Problem
Copy each line of the material in which the word "margin" appears.
━━━━━━━━━━━━━━━━━━━━━━━━━━━━━━
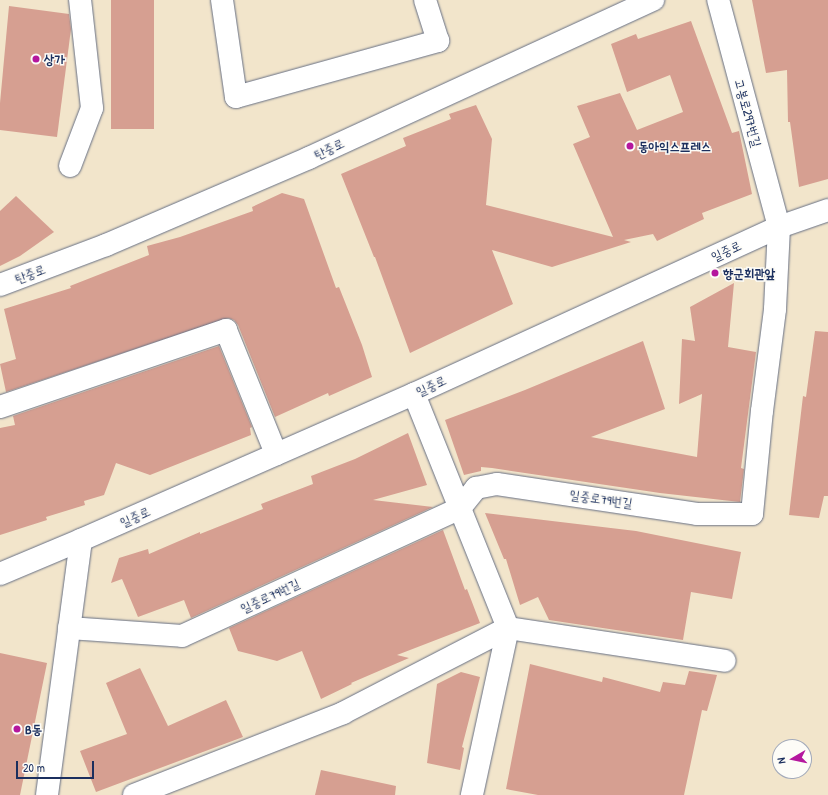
<!DOCTYPE html>
<html>
<head>
<meta charset="utf-8">
<style>
  body { margin:0 }
  #map { position:relative; width:828px; height:795px; overflow:hidden; background:#f2e5cb; font-family:"Patrick Hand","Poor Story",sans-serif }
  div>[style] { position:absolute }
  [style*='--x'] { left:calc(var(--x)*1px); top:calc(var(--y)*1px); width:calc(var(--w)*1px); rotate:calc(var(--a)*1deg) }
  .building>* { inset:0; background:#d69f91; transform-origin:0 0 }
  .roads { filter:drop-shadow(0 0 1px #666f84) drop-shadow(0 0 1px #666f84) }
  .minor>* { height:22px; margin:-11px; padding:0 11px; transform-origin:11px; border-radius:11px; background:#fff }
  .dots>* { width:11px; height:11px; translate:-50% -50%; box-sizing:border-box; border:2px solid #fdfcf7; border-radius:50% }
  span { translate:-50% -50%; white-space:nowrap; text-align:center; line-height:1.15; -webkit-text-stroke:3px #fdfcf7; paint-order:stroke }
  .poi-label { font-size:13px; color:#1b2f5e; font-weight:700 }
  .left { translate:0 -50%; text-align:left }
  .street-label { font-size:13px; color:#1b2f5e }
  .north { position:absolute; left:772px; top:739px; width:40px; height:40px; box-sizing:border-box; background:#fdfcf7; border:1px solid #a3aaba; border-radius:50%; rotate:261deg; font-size:11px; font-weight:700; line-height:16px; text-align:center; color:#1b2f5e }
  .north::after { content:''; display:block; margin:auto; width:14px; height:18px; background:#b5179e; clip-path:polygon(50% 0,100% 100%,50% 72%,0 100%) }
  .scale { position:absolute; left:16px; top:761px; width:78px; height:18px; box-sizing:border-box; border:2px solid #1b2f5e; border-top:0; padding-left:5px; font-size:12px; line-height:14px; white-space:nowrap; color:#1b2f5e; -webkit-text-stroke:3px #fdfcf7; paint-order:stroke }
</style>
</head>
<body>
<div id="map">
  <div class="building">
    <div style="left:111px;top:0;width:43px;height:129px"></div>
    <div style="clip-path:polygon(752px 0,828px 0,828px 179px,799px 187px,790px 122px,788px 122px,787px 70px,766px 73px)"></div>
    <div style="clip-path:polygon(9px 6px,69px 14px,71px 29px,57px 137px,0 130px,0 103px)"></div>
    <div style="clip-path:polygon(691px 21px,732px 133px,739px 131px,752px 194px,702px 213px,704px 219px,657px 241px,653px 234px,624px 240px,631px 242px,552px 267px,492px 250px,513px 304px,410px 353px,375px 257px,374px 257px,341px 174px,406px 146px,403px 138px,451px 119px,449px 114px,476px 105px,492px 139px,486px 205px,613px 237px,573px 144px,590px 137px,577px 106px,620px 93px,637px 130px,683px 112px,670px 75px,627px 92px,611px 44px,636px 34px,638px 39px)"></div>
    <div style="clip-path:polygon(282px 193px,304px 199px,336px 288px,339px 287px,362px 345px,372px 377px,329px 396px,328px 393px,275px 417px,238px 325px,234px 320px,228px 318px,6px 392px,0 364px,16px 359px,4px 309px,71px 288px,70px 286px,149px 255px,147px 246px,180px 237px,253px 211px,252px 207px)"></div>
    <div style="clip-path:polygon(16px 196px,54px 232px,20px 256px,0 266px,0 211px)"></div>
    <div style="clip-path:polygon(734px 283px,728px 347px,756px 352px,741px 468px,744px 469px,740px 502px,660px 493px,492px 468px,481px 467px,481px 471px,464px 475px,445px 420px,525px 390px,643px 341px,665px 409px,591px 437px,697px 457px,702px 394px,679px 404px,682px 339px,695px 341px,690px 307px)"></div>
    <div style="clip-path:polygon(815px 331px,828px 332px,828px 496px,824px 496px,819px 518px,789px 515px,803px 396px,806px 397px)"></div>
    <div style="clip-path:polygon(219px 346px,252px 427px,250px 428px,251px 435px,150px 475px,116px 463px,104px 495px,84px 501px,85px 505px,46px 517px,47px 520px,0 535px,0 428px,15px 425px,13px 416px)"></div>
    <div style="clip-path:polygon(408px 433px,427px 485px,373px 500px,433px 507px,191px 618px,184px 600px,138px 617px,122px 579px,111px 583px,119px 558px,148px 549px,149px 554px,200px 532px,200px 534px,263px 509px,261px 504px,313px 484px,311px 476px,355px 459px)"></div>
    <div style="clip-path:polygon(485px 513px,636px 531px,741px 552px,732px 599px,691px 592px,683px 640px,549px 620px,538px 597px,520px 605px,506px 559px,504px 559px)"></div>
    <div style="clip-path:polygon(443px 530px,465px 590px,467px 589px,480px 623px,397px 655px,409px 658px,351px 683px,352px 684px,321px 699px,302px 651px,277px 661px,238px 651px,229px 628px)"></div>
    <div style="clip-path:polygon(0 653px,47px 663px,20px 795px,0 795px)"></div>
    <div style="clip-path:polygon(530px 664px,602px 682px,603px 677px,660px 692px,663px 682px,685px 685px,689px 671px,717px 675px,707px 711px,702px 710px,684px 795px,538px 795px,506px 789px)"></div>
    <div style="clip-path:polygon(140px 668px,168px 726px,226px 700px,243px 737px,96px 792px,80px 751px,127px 734px,106px 683px)"></div>
    <div style="clip-path:polygon(461px 672px,480px 677px,462px 747px,464px 748px,460px 770px,427px 763px,437px 684px)"></div>
    <div style="clip-path:polygon(321px 770px,396px 786px,395px 795px,315px 795px)"></div>
  </div>
  <div class="roads">
    <div class="minor">
      <div style="--x:222;--y:0;--w:98;--a:81.8"></div>
      <div style="--x:236;--y:97;--w:210;--a:-15.5"></div>
      <div style="--x:438;--y:41;--w:43;--a:-107.6"></div>
      <div style="--x:70;--y:166;--w:62;--a:-69.2"></div>
      <div style="--x:92;--y:108;--w:109;--a:-96.3"></div>
      <div style="--x:0;--y:285;--w:113;--a:-20.7"></div>
      <div style="--x:106;--y:245;--w:221;--a:-23.2"></div>
      <div style="--x:309;--y:158;--w:379;--a:-24.7"></div>
      <div style="--x:414;--y:394;--w:252;--a:68.1"></div>
      <div style="--x:508;--y:628;--w:171;--a:102.2"></div>
      <div style="--x:0;--y:407;--w:239;--a:-18.8"></div>
      <div style="--x:226;--y:330;--w:134;--a:68"></div>
      <div style="--x:0;--y:574;--w:88;--a:-22.8"></div>
      <div style="--x:81;--y:540;--w:364;--a:-23.7"></div>
      <div style="--x:414;--y:394;--w:401;--a:-24.6"></div>
      <div style="--x:779;--y:227;--w:52;--a:-19.1"></div>
      <div style="--x:69;--y:628;--w:113;--a:4"></div>
      <div style="--x:182;--y:636;--w:306;--a:-24.7"></div>
      <div style="--x:460;--y:508;--w:26;--a:-51"></div>
      <div style="--x:476;--y:488;--w:21;--a:-11"></div>
      <div style="--x:497;--y:484;--w:202;--a:8.5"></div>
      <div style="--x:697;--y:514;--w:55;--a:0"></div>
      <div style="--x:752;--y:514;--w:103;--a:-84.5"></div>
      <div style="--x:762;--y:411;--w:103;--a:-82.7"></div>
      <div style="--x:775;--y:309;--w:82;--a:-87.2"></div>
      <div style="--x:779;--y:227;--w:235;--a:-105"></div>
      <div style="--x:47;--y:795;--w:257;--a:-82.4"></div>
      <div style="--x:134;--y:795;--w:225;--a:-21.4"></div>
      <div style="--x:343;--y:713;--w:186;--a:-27.3"></div>
      <div style="--x:508;--y:628;--w:219;--a:8.6"></div>
    </div>
  </div>
  <div class="dots">
    <div style="left:36px;top:59px;background:#b5179e"></div>
    <div style="left:630px;top:146px;background:#b5179e"></div>
    <div style="left:715px;top:273px;background:#b5179e"></div>
    <div style="left:17px;top:729px;background:#b5179e"></div>
  </div>
  <div class="poi-label">
    <span class="left" style="left:44px;top:59px">상가</span>
    <span class="left" style="left:638px;top:146px">동아익스프레스</span>
    <span class="left" style="left:723px;top:273px">향군회관앞</span>
    <span class="left" style="left:25px;top:729px">B동</span>
  </div>
  <div class="street-label">
    <span style="left:748px;top:113px;rotate:75deg">고봉로297번길</span>
    <span style="left:329px;top:149px;rotate:-25deg">탄중로</span>
    <span style="left:726px;top:251px;rotate:-25deg">일중로</span>
    <span style="left:30px;top:274px;rotate:-20deg">탄중로</span>
    <span style="left:431px;top:386px;rotate:-25deg">일중로</span>
    <span style="left:601px;top:499px;rotate:8deg">일중로79번길</span>
    <span style="left:135px;top:517px;rotate:-24deg">일중로</span>
    <span style="left:270px;top:596px;rotate:-25deg">일중로79번길</span>
  </div>
  <div class="north">N</div>
  <div class="scale">20 m</div>
</div>
</body>
</html>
━━━━━━━━━━━━━━━━━━━━━━━━━━━━━━
Answer to the problem
  body { margin:0 }
  .minor>* { height:22px; margin:-11px; padding:0 11px; transform-origin:11px; border-radius:11px; background:#fff }
  .north::after { content:''; display:block; margin:auto; width:14px; height:18px; background:#b5179e; clip-path:polygon(50% 0,100% 100%,50% 72%,0 100%) }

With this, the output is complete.